NOTE: I spend my Wednesdays Unplugged from appointments. It's my day to stay home, enjoy cooking and welcome our kids and grandkids for dinner in the evening. We end our meal with quotes from the Norwegian 'Quote Cup' passed on to me from my grandmother. I share a quote and a recipe here each week, and sometimes some photos of family fun. I love trying new recipes…and love getting recipes you would like to share!
"There's an important difference between giving up and letting go." ~ Jessica Hatchigan
RECIPE OF THE WEEK
I had a craving for crock pot spare ribs last week… the sauce in this recipe was delicious! The original recipe on which it was based called for using half the sauce in the crock pot and the other half when serving. I put it all in the crock pot so it was a gravy texture and very delicious… may try dividing it another time for a topping with more of a chutney texture… either way, the flavor was delicious!
TANGY COUNTRY STYLE RIBS
- Olive oil
- 1 large red onion, finely chopped
- 3-4 cloves garlic, peeled and minced
- 1 Meyer lemon, juiced
- 1 cup brown sugar, packed
- 1/2 cup cider vinegar
- 1 cup ketchup
- 2 tablespoons Worcestershire sauce
- 1 tablespoon hot pepper sauce
- 1/2 teaspoon chili powder
- 4 pounds country style spare ribs
- 4 tablespoons corn starch (if making gravy)
Add oil to skillet over medium heat, cook onions and garlic until softened and lightly browned. Stir in remaining ingredients and simmer gently for about 5 minutes. If desired, remove half the sauce to reserve for serving.
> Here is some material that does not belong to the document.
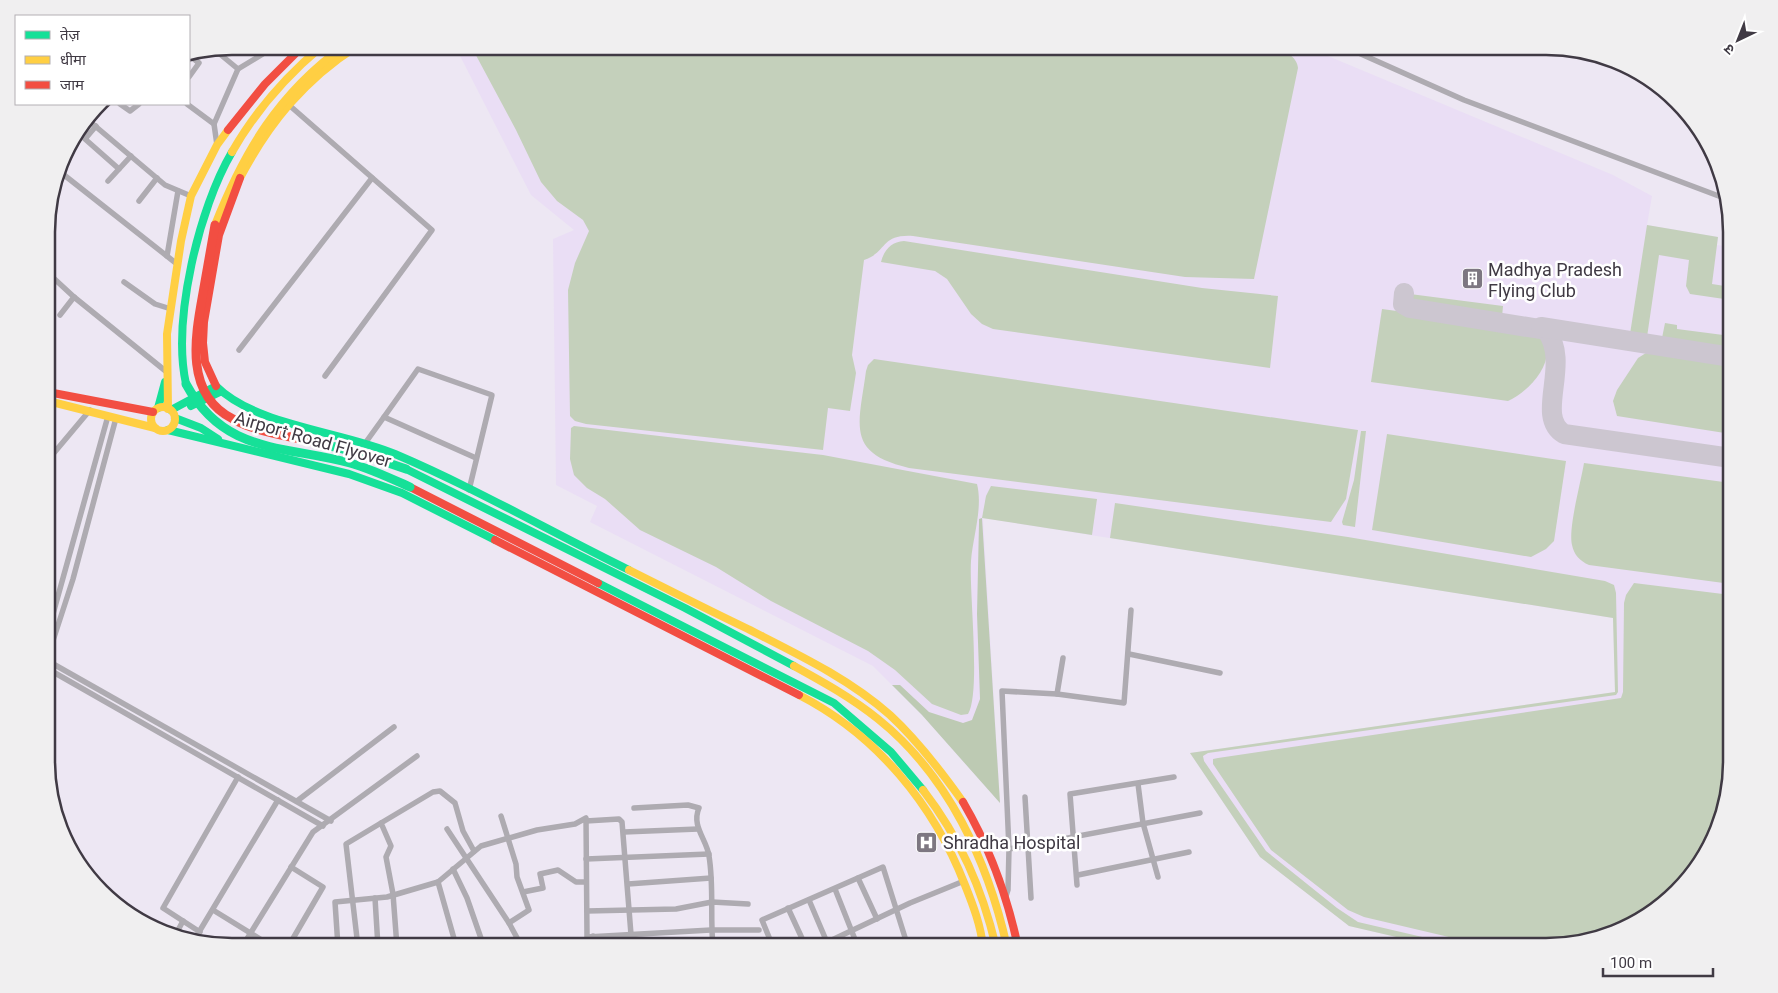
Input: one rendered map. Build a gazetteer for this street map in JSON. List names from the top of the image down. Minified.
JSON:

Place ribs and sauce in crock pot, cover and cook on low for 8-10 hours or on high for 4-6 hours. If using all the sauce in the crockpot, remove about a cup of the sauce and mix with 4 tablespoons corn starch until smooth about 1/2 hour before serving. Return to pot and cook for about another 30 minutes until thickened. Pass sauce as gravy.